After the Lord’s Prayer, Nathan Troup and Dale Orris returned for “The Trumpet Shall Sound,” from Handel’s Messiah. It’s not likely this little church gets its rafters dusted by music-making like this that often. Dale is currently teaching in Lewisburg (and at Bucknell University) and, being close by, plays often at the church with Galen. Nathan, however, won the long-distance award, driving down from Boston to join in the celebration. In fact, Shawn Daly came in from Ohio and Jacob Frasch came up Baltimore. One friend drove in from Washington DC and another from New Jersey – my little 90-mile trek seemed like nothing, by comparison – but that is the sense of dedication, here.

The service ended with “A Mighty Fortress Is Our God” and echoes of Psalm 100 (“Be joyful in the Lord, all ye lands; serve the Lord with gladness and come before his presence with a song”), along with memories of Galen’s seemingly effortless Schubert, as well as Shawn’s Chopin, Jake’s Brahms, and the rousing “Trumpet Shall Sound” with Nathan and Dale, personal highlights of a performance that was, from beginning to end, like highlights from a life.

During the service, Pastor Fenton told, among other things, how Galen and his wife, Deanna, had initiated having the box placed by the door where the congregation could drop off food items that can then be given to the local food bank, or how they had argued, when a small church is struggling to survive, their role in the community is just as important. There was the time some Romanian immigrants, escaping from Communist Eastern Europe, had been imprisoned nearby and the Deiblers went to meet them, organizing support for them in the communities and helping with legal aid when they were here with very little understanding of the language, much less the system. When they were moved to a prison outside Philadelphia, the Deiblers continued driving down to work with them. When they were released, some of them came back and lived with the Deiblers until they were able to get their feet on the ground and be on their own.

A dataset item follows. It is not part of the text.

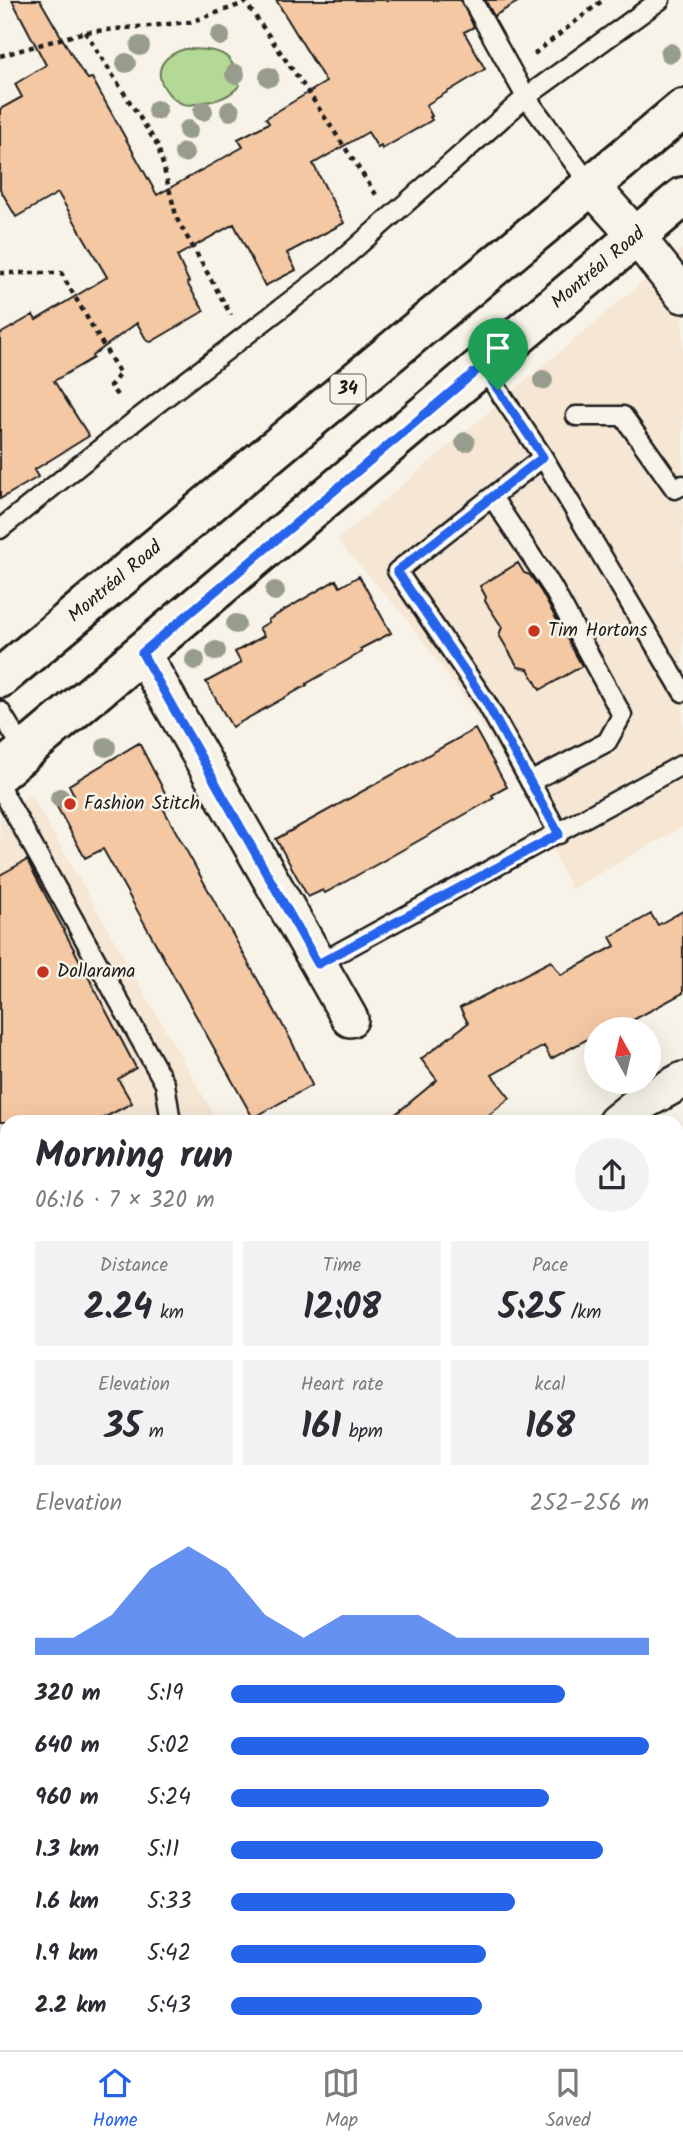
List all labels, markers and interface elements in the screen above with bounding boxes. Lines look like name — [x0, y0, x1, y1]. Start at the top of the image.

Afterward, there was a community picnic behind the church during which several graduating high school students were presented with scholarships. I’m not sure whether it was from the town or from a committee of the church, or whether the amount had recently been increased to $100 or $150 each, but even though this may not put much of a dent in a student’s college expenses these days, when you consider there were five of these given out, that’s a good bit of money from a small town of about 350 people and a church that is always struggling to survive.

During the various announcements in between selections played over the sound system – the theme was “The ‘50s” with appropriate music – we sat eating home-made food that most baby-boomers these days would consider “comfort food,” while people in the community were recognized for years of service and dedication, kids got up to sing (one, able to count her age in single digits, going through a repertoire of nursery rhymes with the Alphabet Song like a 13-part Rondo, reminded me that Beverly Sills probably got her start like this), and I realized what magic still exists in what we city folks think of as life in Small-Town America.

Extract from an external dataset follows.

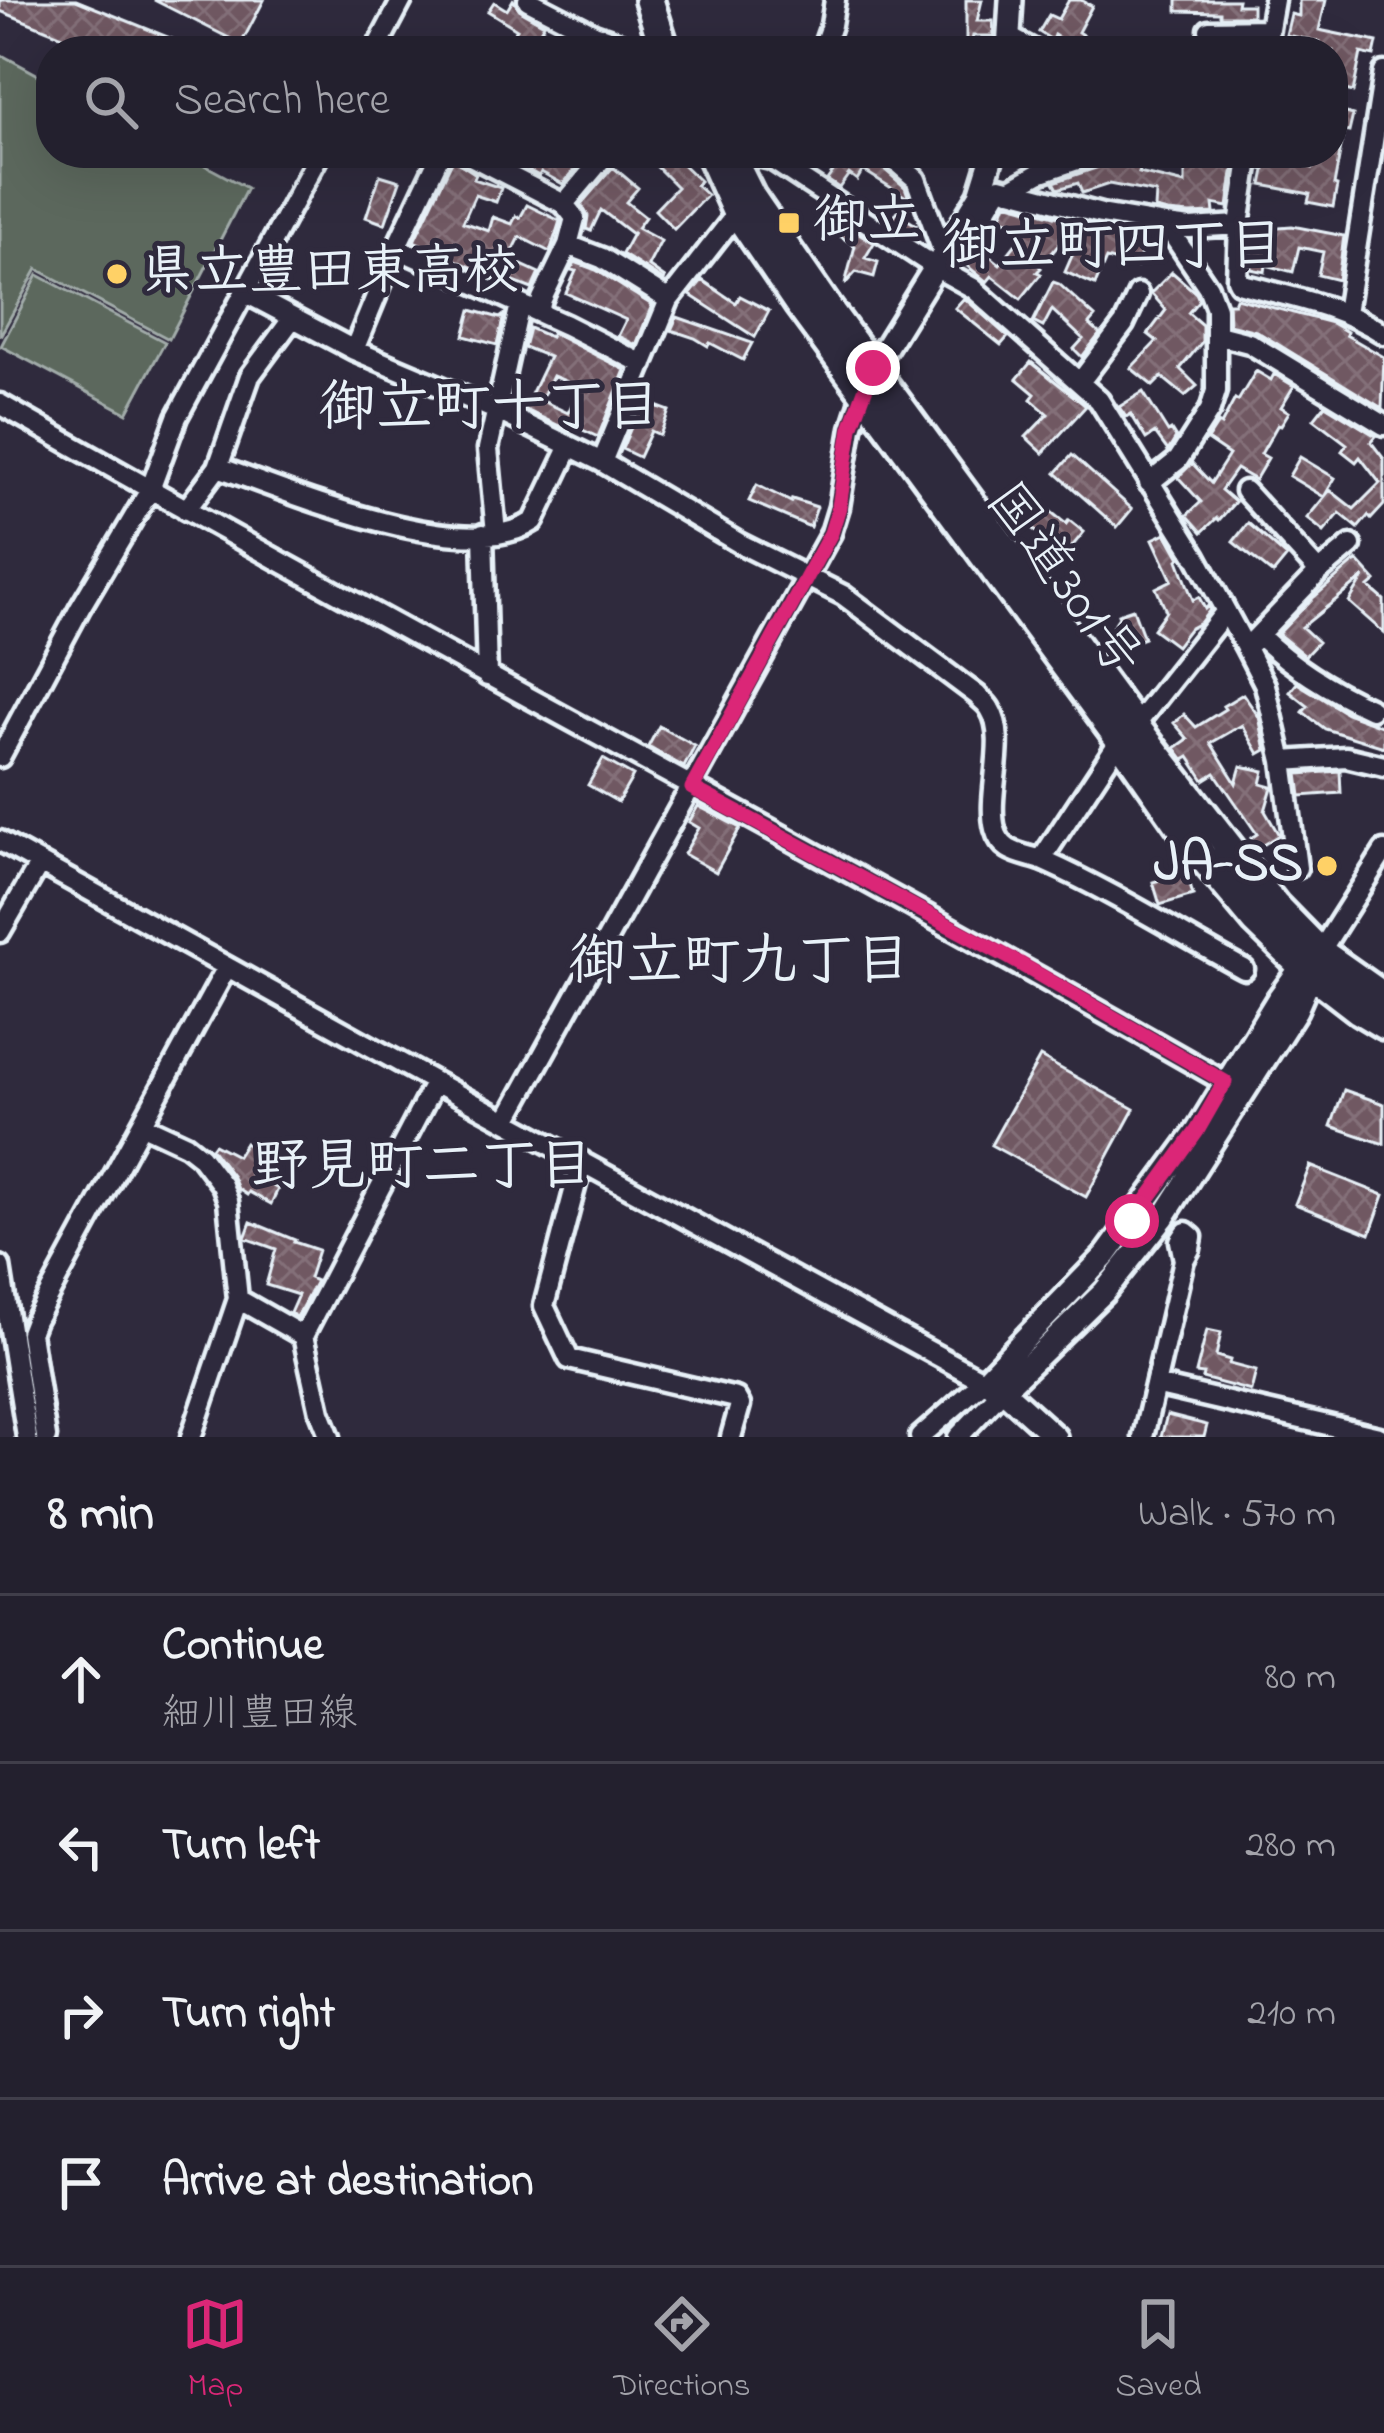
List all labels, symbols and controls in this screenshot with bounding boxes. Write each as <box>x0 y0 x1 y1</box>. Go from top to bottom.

At one point, the MC of the event said, “I don’t know how many of you attended the church service this morning and heard all that... [pause] wonderful music,” (several people nodded), “but now we’re going to return to the music we love – the music of the ‘50s.” (Hmmm... I was reminded of my one college roommate who’d been a student-teacher in a town like this where the high school music teacher had defined classical music “as the kind of music nobody likes”...) And back came the CDs. Very loud.

Galen invited me to join them out at the house, giving me quick directions to refresh what passes for memory considering I hadn’t been there more than four or five times in the past 38 years, only once under my own driving and that four years ago. True to form, I got to the one demarking intersection and couldn’t remember “Do I turn here or is it at the next stop-sign after this one...?” A mile down the road, I realized I’d missed the turn, retraced my wheels and found myself shortly in front of the very recognizable house, a minor detour.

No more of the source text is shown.